Although pictures appear in the data, the answer should contain only the lines from its start through the line with "context.font = font", written out exactly.

Provided material:
•••
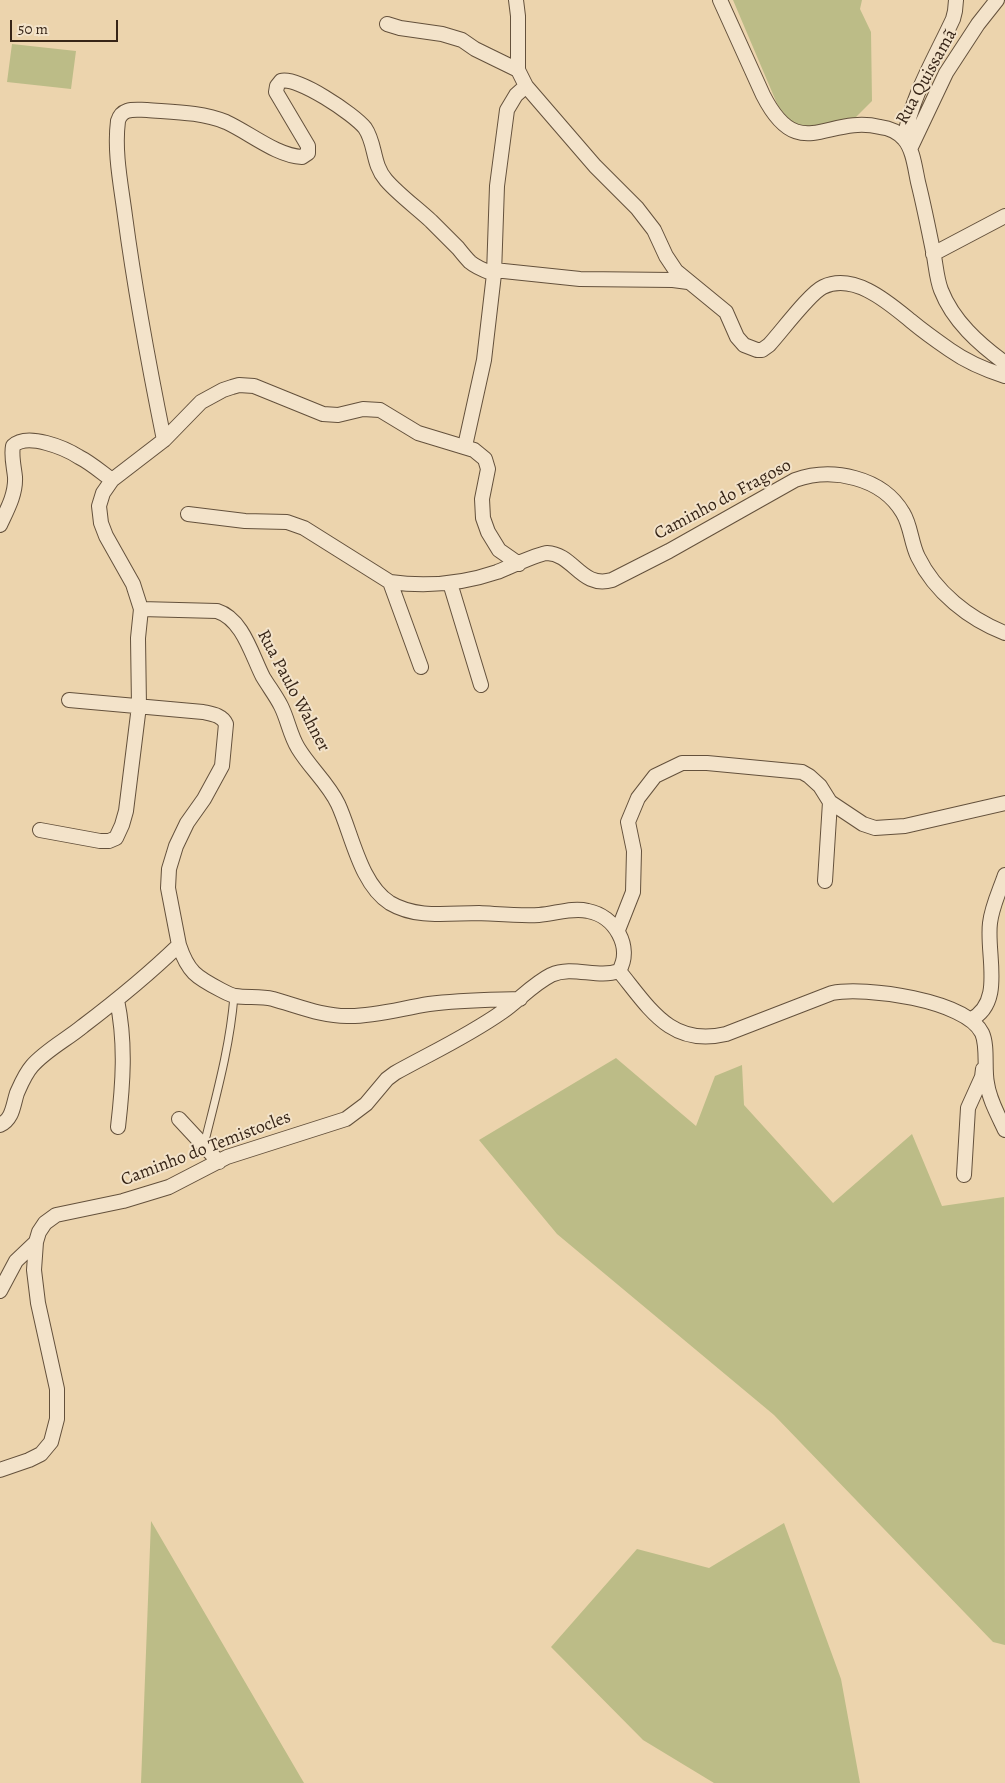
<!DOCTYPE html>
<html>
<head>
<meta charset="utf-8">
<style>
  body { margin:0 }
  #map { position:relative; width:1005px; height:1783px; overflow:hidden; background:#ecd4ad; font-family:Alegreya,serif }
  canvas { display:block }
  .scale { position:absolute; left:10px; top:20px; width:108px; height:22px; box-sizing:border-box; border:2px solid #372517; border-top:0; padding-left:6px; font-size:15px; line-height:18px; white-space:nowrap; color:#372517; -webkit-text-stroke:4px #f3e3ca; paint-order:stroke }
</style>
</head>
<body>
<div id="map">
<canvas width="1005" height="1783"></canvas>
<div class="scale">50 m</div>
</div>
<script>
const context = document.querySelector('canvas').getContext('2d');
context.lineJoin = 'round';
function fill(path, color) { context.fillStyle = color; context.fill(path, 'evenodd'); }
function strokePath(path, color, width, dash) { context.strokeStyle = color; context.lineWidth = width; context.lineCap = dash ? 'butt' : 'round'; context.setLineDash(dash || []); context.stroke(path); }
function drawText(font, color, halo, rows, align = 'center') {
  context.font = font + ' Alegreya,serif'; context.lineWidth = 4; context.setLineDash([]); context.textBaseline = 'middle'; context.strokeStyle = halo; context.fillStyle = color; for (const [text, x, y, turn = 0] of rows) {
    context.save(); context.translate(x, y); context.rotate((+turn || 0) * Math.PI / 180); context.textAlign = isNaN(turn) ? turn : align; if (halo) context.strokeText(text, 0, 0); context.fillText(text, 0, 0); context.restore();
  }
}
fill(new Path2D(`
  M 733,0 L 862,0 L 860,9 L 871,32 L 872,101 L 851,122 L 805,139 L 778,106 Z
  M 12,44 L 76,51 L 71,89 L 7,82 Z
  M 616,1058 L 696,1126 L 715,1076 L 742,1065 L 744,1105 L 833,1203 L 912,1134 L 942,1206 L 1004,1197 L 1005,1645 L 993,1642 L 774,1415 L 557,1234 L 479,1140 Z
  M 151,1521 L 304,1783 L 141,1783 Z
  M 784,1523 L 841,1679 L 860,1783 L 714,1783 L 643,1740 L 551,1647 L 637,1549 L 709,1568 Z`), '#bcbc87');
const lane = new Path2D(`
  M 204,1145 C 216,1096 230,1047 234,996`);
const street = new Path2D(`
  M 516,0 L 518,16 L 518,70 L 526,86 L 595,166 L 637,208 L 654,230 L 666,256 L 676,271 L 726,312 L 737,337 L 744,345 L 757,350 L 762,350 L 769,345 C 781,332 810,293 823,287 C 854,272 889,303 911,321 C 923,331 937,341 950,350 C 967,362 986,370 1005,376
  M 720,0 L 763,95 C 799,166 827,114 880,127 C 889,128 898,132 904,139 C 913,149 915,168 918,182 C 924,206 929,231 934,256 C 936,267 937,280 941,290 C 953,321 979,344 1005,363
  M 387,24 L 400,28 L 442,34 L 462,40 L 475,49 L 518,70
  M 904,139 C 913,93 934,60 953,19 L 955,11 L 956,0
  M 910,149 L 946,73 L 978,24 L 997,0
  M 933,254 L 1005,216
  M 494,270 L 580,279 L 673,280 L 688,282
  M 164,440 C 149,366 135,291 125,216 C 121,185 114,152 118,121 C 122,107 135,110 147,110 C 173,112 202,112 226,122 C 250,133 277,156 302,157 L 308,153 L 308,146 L 276,92 L 277,86 L 281,81 C 297,76 354,114 365,128 C 376,144 372,164 386,180 C 398,194 417,208 431,221 C 440,230 449,239 458,248 C 462,253 466,258 470,262 C 477,268 486,271 494,274
  M 465,446 L 484,360 L 494,274 L 497,186 L 507,110 L 516,95 L 526,86
  M 188,514 L 245,521 L 287,522 L 304,528 L 390,582 L 421,667
  M 0,525 C 7,510 16,494 15,477 C 14,467 11,456 13,446 C 27,432 65,448 79,457 C 91,463 101,472 112,480
  M 390,582 C 426,587 462,584 497,572 C 507,568 540,553 547,553 C 574,554 581,589 612,580 L 669,551 L 795,480 C 832,467 882,477 903,513 C 911,526 911,543 918,557 C 935,592 969,619 1005,633
  M 450,583 L 481,685
  M 141,609 L 217,611 C 243,619 252,656 263,677 C 269,687 276,696 281,706 C 288,720 290,735 298,748 C 310,768 328,783 338,804 C 352,834 360,884 390,903 C 417,919 449,913 479,913 C 499,914 519,916 539,915 C 555,914 572,907 588,911 C 615,916 633,947 619,971
  M 40,830 L 100,841 L 109,841 L 116,838 L 122,825 L 126,811 L 139,706 L 138,638 L 141,609 L 133,584 L 106,536 L 101,523 L 99,506 L 103,493 L 112,480 L 164,440 L 201,402 L 223,390 L 232,387 L 239,385 L 254,386 L 323,414 L 338,415 L 363,409 L 380,410 L 418,433 L 474,450 L 485,459 L 488,469 L 482,499 L 483,518 L 488,532 L 499,550 L 519,564
  M 825,881 L 830,802
  M 618,930 L 633,892 L 634,851 L 628,822 L 638,798 L 655,776 L 682,763 L 707,763 L 802,772 L 809,776 L 820,786 L 830,802 L 863,824 L 875,828 L 905,826 L 1005,803
  M 179,945 C 188,972 196,977 221,990 C 225,992 230,995 235,996 C 247,998 260,996 273,999 C 298,1006 324,1017 350,1016 C 376,1016 403,1008 429,1004 C 459,1000 489,1000 520,999
  M 619,971 C 650,1009 671,1047 726,1034 L 832,993 C 864,986 966,1000 982,1033 C 988,1046 984,1069 987,1083 C 989,1099 998,1115 1005,1130
  M 117,1000 C 126,1043 123,1084 118,1127
  M 970,1020 C 1005,1003 986,955 990,923 C 992,906 1000,890 1005,875
  M 179,1119 L 219,1162
  M 0,1125 C 13,1119 13,1105 17,1093 C 21,1084 25,1074 32,1066 C 46,1050 66,1040 83,1026 C 116,1001 149,974 179,945 L 168,888 L 169,869 L 176,846 L 187,823 L 204,799 L 222,766 L 226,724 C 222,715 212,714 203,712 L 69,700
  M 964,1175 L 968,1108 L 982,1077 L 983,1069
  M 0,1291 L 16,1261 L 36,1242
  M 0,1470 L 29,1460 L 41,1454 L 51,1442 L 57,1419 L 57,1389 L 38,1303 L 34,1270 L 36,1242 L 39,1232 L 45,1223 L 56,1215 L 123,1201 L 169,1187 L 227,1157 L 346,1119 L 366,1104 L 387,1079 L 395,1073 C 431,1053 468,1036 502,1012 C 518,1001 533,984 551,975 C 573,965 597,979 619,971`);
strokePath(lane, '#64513c', 9);
strokePath(street, '#64513c', 16);
strokePath(lane, '#f3e3ca', 7);
strokePath(street, '#f3e3ca', 14);
drawText('18px', '#372517', '#f3e3ca', [
  ["Rua Quissamã",927,77,-61],
  ["Caminho do Fragoso",723,500,-28],
  ["Rua Paulo Wahner",293,691,62],
  ["Caminho do Temistocles",206,1149,-21]
]);
</script>
</body>
</html>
•••
Output of the exercise:
<!DOCTYPE html>
<html>
<head>
<meta charset="utf-8">
<style>
  body { margin:0 }
  #map { position:relative; width:1005px; height:1783px; overflow:hidden; background:#ecd4ad; font-family:Alegreya,serif }
  canvas { display:block }
  .scale { position:absolute; left:10px; top:20px; width:108px; height:22px; box-sizing:border-box; border:2px solid #372517; border-top:0; padding-left:6px; font-size:15px; line-height:18px; white-space:nowrap; color:#372517; -webkit-text-stroke:4px #f3e3ca; paint-order:stroke }
</style>
</head>
<body>
<div id="map">
<canvas width="1005" height="1783"></canvas>
<div class="scale">50 m</div>
</div>
<script>
const context = document.querySelector('canvas').getContext('2d');
context.lineJoin = 'round';
function fill(path, color) { context.fillStyle = color; context.fill(path, 'evenodd'); }
function strokePath(path, color, width, dash) { context.strokeStyle = color; context.lineWidth = width; context.lineCap = dash ? 'butt' : 'round'; context.setLineDash(dash || []); context.stroke(path); }
function drawText(font, color, halo, rows, align = 'center') {
  context.font = font + ' Alegreya,serif'; context.lineWidth = 4; context.setLineDash([]); context.textBaseline = 'middle'; context.strokeStyle = halo; context.fillStyle = color; for (const [text, x, y, turn = 0] of rows) {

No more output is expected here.